Notre travail avec les amphibiens de Tchernobyl a également permis de détecter des populations abondantes de toutes les espèces, même dans les zones les plus contaminées. Nous avons également trouvé des preuves de réactions adaptatives aux rayonnements, comme des changements dans la coloration des grenouilles. Celles qui vivent dans la zone d’exclusion sont plus foncées, ce qui pourrait les protéger des radiations.
Certains effets négatifs du rayonnement ont toutefois été détectés au niveau individuel. Certains insectes, par exemple, semblent vivre moins longtemps et être plus affectés par les parasites dans les zones à fort rayonnement.
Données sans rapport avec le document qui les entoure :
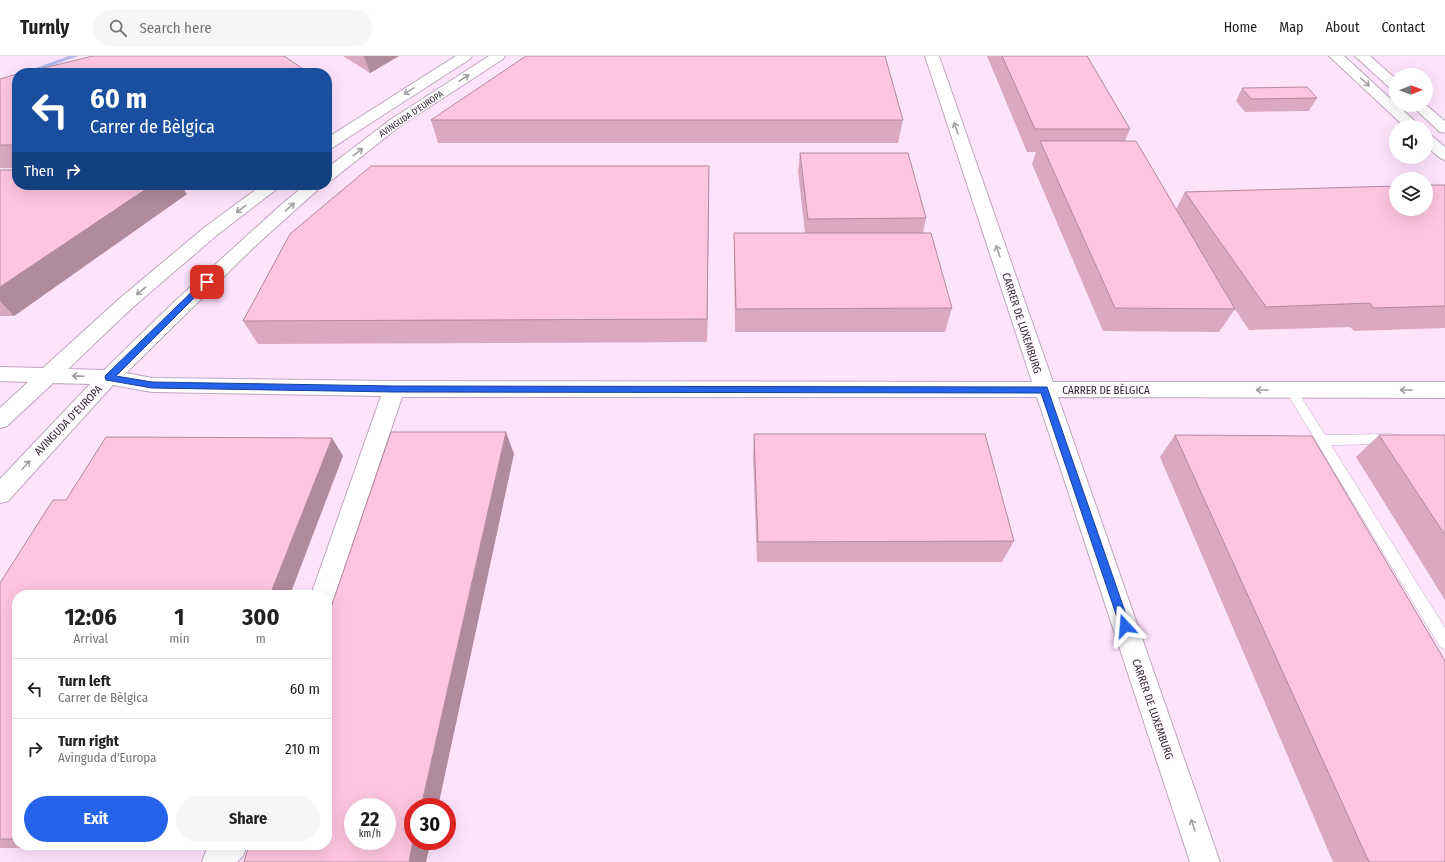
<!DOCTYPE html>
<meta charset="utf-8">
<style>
body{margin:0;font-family:"Fira Sans Condensed",sans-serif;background:#f6f6f6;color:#222;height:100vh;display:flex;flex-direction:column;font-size:15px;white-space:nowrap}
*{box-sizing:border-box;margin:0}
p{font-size:13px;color:#767676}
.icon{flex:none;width:22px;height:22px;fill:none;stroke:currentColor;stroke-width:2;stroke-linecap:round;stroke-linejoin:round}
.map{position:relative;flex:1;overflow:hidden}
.sheet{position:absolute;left:12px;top:534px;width:320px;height:260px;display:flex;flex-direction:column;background:#fff;border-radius:16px;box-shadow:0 4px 16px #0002}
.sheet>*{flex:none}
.guide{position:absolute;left:12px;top:12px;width:320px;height:122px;border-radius:16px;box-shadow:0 4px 16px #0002;background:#1a4fa0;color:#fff;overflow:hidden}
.needle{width:26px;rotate:89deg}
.buttons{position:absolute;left:1389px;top:12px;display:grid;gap:8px}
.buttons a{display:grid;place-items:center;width:44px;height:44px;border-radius:50%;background:#fff;box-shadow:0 4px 16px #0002;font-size:20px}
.speed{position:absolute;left:344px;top:742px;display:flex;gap:8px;font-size:20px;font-weight:700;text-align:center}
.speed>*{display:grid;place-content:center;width:52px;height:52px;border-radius:50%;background:#fff;box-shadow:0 4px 16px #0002;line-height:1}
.speed small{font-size:10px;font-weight:400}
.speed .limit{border:6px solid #d22;background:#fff;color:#111}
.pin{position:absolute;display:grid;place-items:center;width:34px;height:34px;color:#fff;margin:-17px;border-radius:8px;box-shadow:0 2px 6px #0006}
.me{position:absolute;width:44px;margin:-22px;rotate:341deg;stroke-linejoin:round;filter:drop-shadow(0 0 3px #0008)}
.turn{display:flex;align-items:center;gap:14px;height:84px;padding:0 12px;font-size:18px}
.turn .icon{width:52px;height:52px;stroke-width:2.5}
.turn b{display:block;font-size:28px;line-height:34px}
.then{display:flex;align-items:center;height:38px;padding:0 12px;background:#0003;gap:8px;font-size:15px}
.eta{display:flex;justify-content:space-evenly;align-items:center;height:68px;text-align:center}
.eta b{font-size:24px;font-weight:700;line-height:28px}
.button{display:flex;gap:8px;margin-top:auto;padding:8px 12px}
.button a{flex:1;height:46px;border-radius:24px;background:#2563eb;color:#fff;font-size:16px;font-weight:700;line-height:46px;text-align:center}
.button a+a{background:#f6f6f6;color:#222}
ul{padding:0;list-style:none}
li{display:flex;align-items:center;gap:12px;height:60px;padding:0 12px;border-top:1px solid #e0e0e0}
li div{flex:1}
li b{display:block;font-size:15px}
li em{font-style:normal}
header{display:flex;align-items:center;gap:24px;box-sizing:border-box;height:56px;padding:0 20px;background:#fff;border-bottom:1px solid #e0e0e0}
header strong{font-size:19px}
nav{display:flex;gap:22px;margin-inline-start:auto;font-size:14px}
.search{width:280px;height:36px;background:#f6f6f6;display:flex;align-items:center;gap:10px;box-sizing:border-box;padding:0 14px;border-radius:22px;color:#767676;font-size:15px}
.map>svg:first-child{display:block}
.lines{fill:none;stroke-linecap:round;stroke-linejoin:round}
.stream{fill:#b5b6e9;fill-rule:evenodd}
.service-casing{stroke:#bfa6be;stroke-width:1}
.minor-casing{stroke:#bfa6be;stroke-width:2}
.service{fill:#fff;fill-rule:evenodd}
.minor{fill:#fff;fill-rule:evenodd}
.wall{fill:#daa9c0}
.shaded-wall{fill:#b18a9c}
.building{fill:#fdc5df;stroke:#b18a9c;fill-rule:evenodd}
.oneway{stroke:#a39fa3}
.route{fill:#2563eb;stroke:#184099}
.labels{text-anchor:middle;stroke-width:3;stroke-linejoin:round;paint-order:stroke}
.far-street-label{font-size:9px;fill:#332933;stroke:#fef8fd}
.street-label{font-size:11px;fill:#332933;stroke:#fef8fd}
</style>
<header>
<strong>Turnly</strong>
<div class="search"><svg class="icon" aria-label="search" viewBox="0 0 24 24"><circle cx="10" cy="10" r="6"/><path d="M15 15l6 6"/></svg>Search here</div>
<nav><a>Home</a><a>Map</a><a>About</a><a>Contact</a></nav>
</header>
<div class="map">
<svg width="1445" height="806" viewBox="0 0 1445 806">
<rect width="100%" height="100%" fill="#fee3fd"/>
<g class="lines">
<path class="stream" d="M69,0H78L31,17H22Z"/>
<g class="service-casing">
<path id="service" d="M1291,330L1295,331L1325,379L1391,378L1396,380L1397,383L1396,386L1391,388L1331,389L1445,572V593L1440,591L1287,337L1285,334L1287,331Z"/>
</g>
<g class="minor-casing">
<g id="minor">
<path d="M456,0H472L470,3L332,92L327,94V82Z"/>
<path d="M489,0H505L503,3L400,70L333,123L327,125V112L390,64Z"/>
<path d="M925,0H939L1053,326H1445V342L1058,341L1220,806H1190L1037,341H402L335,539L332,547L327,549V539H311L381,340L152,336L113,329L8,445L0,447V423L90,328L53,327L7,370L0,372V352L28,326L0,325V311L43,312L119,243L205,171L262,129H280L278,132L217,179L133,251L68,313L104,314L175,245L282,148L305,129H323L254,191L126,317L152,322L394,325L1032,326Z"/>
<path d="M1329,0H1344L1421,71H1405Z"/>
<path d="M1355,0H1370L1396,23V34L1391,33Z"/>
<path d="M1411,49H1426L1445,65V77L1440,76Z"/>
<path d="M1426,78L1431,79L1445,91V104L1440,102L1426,90Z"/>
<path d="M212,789H247L243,800L237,806H202L206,795Z"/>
</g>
</g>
<use href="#service" class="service"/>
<use href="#minor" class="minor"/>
</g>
<g class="wall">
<path d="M343,0H399L370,17Z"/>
<path d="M987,0H1087L1130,73L1125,85L1176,153L1185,136L1445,129V272L1354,275L1350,271L1249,274L1233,250L1235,253L1219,276L1103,275L1032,108L1036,96H1027Z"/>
<path d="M17,18V112H0V23Z"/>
<path d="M1242,32L1317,42L1309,55L1245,56L1236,45Z"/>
<path d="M431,64H903L898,87H438Z"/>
<path d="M800,97L926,162L923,177L952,252L945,276H735L734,201V177H805L798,115Z"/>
<path d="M709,110V133L707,286L258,288L243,265Z"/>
<path d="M0,114L187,138L14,260H0Z"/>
<path d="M754,378L1014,485L1002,506H757L753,401Z"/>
<path d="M1175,379L1445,806H1333L1160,401Z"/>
<path d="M1379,379H1445V544L1356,401Z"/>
<path d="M332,382L343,400L17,539V789H185L180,793L0,792V527L66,444Z"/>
</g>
<g class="shaded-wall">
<path d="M364,0H399L370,17Z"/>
<path d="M709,110V133L707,286V263Z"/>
<path d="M152,129H181L187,138L14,260L0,245V231Z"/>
<path d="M506,376L514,398L438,751H421Z"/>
<path d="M332,382L343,400L290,539H270Z"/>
<path d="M413,785H431L426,806H409Z"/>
<path d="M171,789H185L180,793Z"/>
</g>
<g class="building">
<path d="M93,0H284L309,17H23Z"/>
<path d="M526,0H885L903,64H431Z"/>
<path d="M1002,0H1087L1130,73H1035Z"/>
<path d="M17,18V89H0V23Z"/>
<path d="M1307,31L1317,42L1251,43L1242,32Z"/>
<path d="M1040,85H1136L1235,253L1115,252Z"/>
<path d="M800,97H908L926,162L808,163Z"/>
<path d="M371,110H709L707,263L243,265L290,178Z"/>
<path d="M0,114H17V129H152L0,231Z"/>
<path d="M1426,129H1445V250L1373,252L1370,247L1266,251L1185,136L1396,130V153H1426Z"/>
<path d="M734,177H931L952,252L736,253Z"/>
<path d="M391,376H506L421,751H413V785L409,806H244L249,789H327V563ZM353,751H387V785H353Z"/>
<path d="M754,378H985L1014,485L758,486Z"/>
<path d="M1175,379L1312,380L1445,605V806H1369Z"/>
<path d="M1379,379H1445V479Z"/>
<path d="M106,381L332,382L270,539H17V783H0V527L53,444H66Z"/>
</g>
<defs><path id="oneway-shaft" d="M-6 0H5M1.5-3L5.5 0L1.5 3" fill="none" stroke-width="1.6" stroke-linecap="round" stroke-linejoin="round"/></defs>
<g class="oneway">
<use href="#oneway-shaft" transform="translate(464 22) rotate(-33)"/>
<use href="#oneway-shaft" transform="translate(1365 26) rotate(42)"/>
<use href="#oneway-shaft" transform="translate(409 35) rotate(148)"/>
<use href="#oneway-shaft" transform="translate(956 72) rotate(-109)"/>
<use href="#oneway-shaft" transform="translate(358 96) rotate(-38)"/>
<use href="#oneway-shaft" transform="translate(290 151) rotate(-41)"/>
<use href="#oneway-shaft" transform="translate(241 153) rotate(143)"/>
<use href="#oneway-shaft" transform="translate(998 195) rotate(-109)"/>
<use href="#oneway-shaft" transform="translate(141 235) rotate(140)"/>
<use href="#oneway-shaft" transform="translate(78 320) rotate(-178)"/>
<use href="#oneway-shaft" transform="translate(1262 334) rotate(-180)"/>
<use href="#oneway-shaft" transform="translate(1406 334) rotate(-180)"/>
<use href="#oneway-shaft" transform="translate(26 409) rotate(-48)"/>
<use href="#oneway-shaft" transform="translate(1193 769) rotate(-109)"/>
</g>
<path class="route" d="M204,224H207L210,226L116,320L152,326L394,330L1047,331L1130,570L1129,573L1125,575L1121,573L1120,570L1041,337L394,336L152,332L106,324L105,321L106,319Z"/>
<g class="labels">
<g class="far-street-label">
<text transform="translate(411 58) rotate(-34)" y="3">AVINGUDA D'EUROPA</text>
</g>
<g class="street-label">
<text transform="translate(1022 267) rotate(72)" y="4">CARRER DE LUXEMBURG</text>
<text x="1106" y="338">CARRER DE BÈLGICA</text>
<text transform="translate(68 364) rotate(-46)" y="4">AVINGUDA D'EUROPA</text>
<text transform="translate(1153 653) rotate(71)" y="4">CARRER DE LUXEMBURG</text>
</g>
</g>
</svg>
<div class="buttons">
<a><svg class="needle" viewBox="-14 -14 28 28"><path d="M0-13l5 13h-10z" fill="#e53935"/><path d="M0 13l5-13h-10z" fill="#767676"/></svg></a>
<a><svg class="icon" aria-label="sound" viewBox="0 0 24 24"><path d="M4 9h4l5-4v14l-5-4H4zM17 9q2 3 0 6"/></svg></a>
<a><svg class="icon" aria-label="layers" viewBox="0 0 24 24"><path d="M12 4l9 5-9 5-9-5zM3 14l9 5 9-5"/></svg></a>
</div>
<div class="speed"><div>22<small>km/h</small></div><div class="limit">30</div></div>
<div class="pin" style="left:207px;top:226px;background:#d93025"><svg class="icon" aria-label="arrive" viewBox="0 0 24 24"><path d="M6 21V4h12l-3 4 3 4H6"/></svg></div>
<svg class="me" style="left:1125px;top:570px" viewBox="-20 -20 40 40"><path d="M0-17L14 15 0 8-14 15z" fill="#2563eb" stroke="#fff" stroke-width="4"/></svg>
<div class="guide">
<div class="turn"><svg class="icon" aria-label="left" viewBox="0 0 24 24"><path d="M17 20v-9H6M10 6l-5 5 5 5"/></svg><div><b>60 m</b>Carrer de Bèlgica</div></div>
<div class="then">Then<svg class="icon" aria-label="right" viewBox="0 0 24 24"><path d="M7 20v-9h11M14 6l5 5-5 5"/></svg></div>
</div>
<section class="sheet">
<div class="eta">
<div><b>12:06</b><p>Arrival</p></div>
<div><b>1</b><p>min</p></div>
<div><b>300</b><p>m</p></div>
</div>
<ul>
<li><svg class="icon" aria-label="left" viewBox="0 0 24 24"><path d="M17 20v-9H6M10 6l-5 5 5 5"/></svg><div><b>Turn left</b><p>Carrer de Bèlgica</p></div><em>60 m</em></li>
<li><svg class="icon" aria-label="right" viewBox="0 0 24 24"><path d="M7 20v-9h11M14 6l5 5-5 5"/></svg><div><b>Turn right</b><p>Avinguda d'Europa</p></div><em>210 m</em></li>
</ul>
<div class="button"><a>Exit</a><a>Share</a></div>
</section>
</div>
Certains oiseaux présentent également des dommages à leur système immunitaire, une augmentation de l’albinisme et des altérations génétiques. Cela étant, ces altérations ne semblent pas affecter le maintien des populations.
L’absence générale d’effets négatifs des rayonnements sur la faune de Tchernobyl peut être due à plusieurs facteurs. D’une part, les organismes vivants pourraient être beaucoup plus résistants aux rayonnements que prévu. Par ailleurs, les espèces commenceraient à montrer des réactions d’adaptation qui leur permettraient de vivre dans des zones contaminées sans subir d’effets négatifs. De plus, l’absence d’humains dans la région pourrait favoriser de nombreuses espèces, en particulier les grands mammifères.
Cette dernière option indiquerait que la pression exercée par les activités humaines s’avérerait plus négative à moyen terme pour la faune sauvage qu’un accident nucléaire. Une vue tout à fait révélatrice de l’impact de l’être humain sur l’environnement naturel.
L’avenir de Tchernobyl
En 2016, la partie ukrainienne de la zone d’exclusion a été déclarée Réserve radiologique de la biosphère par le gouvernement ukrainien. Contrairement aux prévisions initiales, la zone sert aujourd’hui de refuge à de nombreuses espèces menacées à l’échelle européenne ou nationale. Il s’agit notamment de l’ours brun, du bison européen, du cheval de Przewaslki, de la cigogne noire et de l’aigle poméranien.
Au fil des ans, Tchernobyl est également devenu un excellent laboratoire naturel pour l’étude de l’évolution dans des environnements extrêmes.
Actuellement, plusieurs projets tentent de relancer l’activité humaine dans la région. Le tourisme de catastrophe est devenu populaire, avec plus de 70 000 visiteurs en 2018. Il est prévu de construire des installations solaires pour la production d’énergie. À l’automne dernier, un festival de musique électronique a été organisé dans la ville abandonnée de Prípiat.
En 35 ans, Tchernobyl est passée du statut de désert pour la vie à celui de zone d’intérêt pour la conservation de la faune. Paradoxalement, il est maintenant nécessaire de maintenir l’intégrité de la zone d’exclusion en tant que réserve si nous voulons qu’elle reste, à l’avenir, un refuge pour les êtres vivants.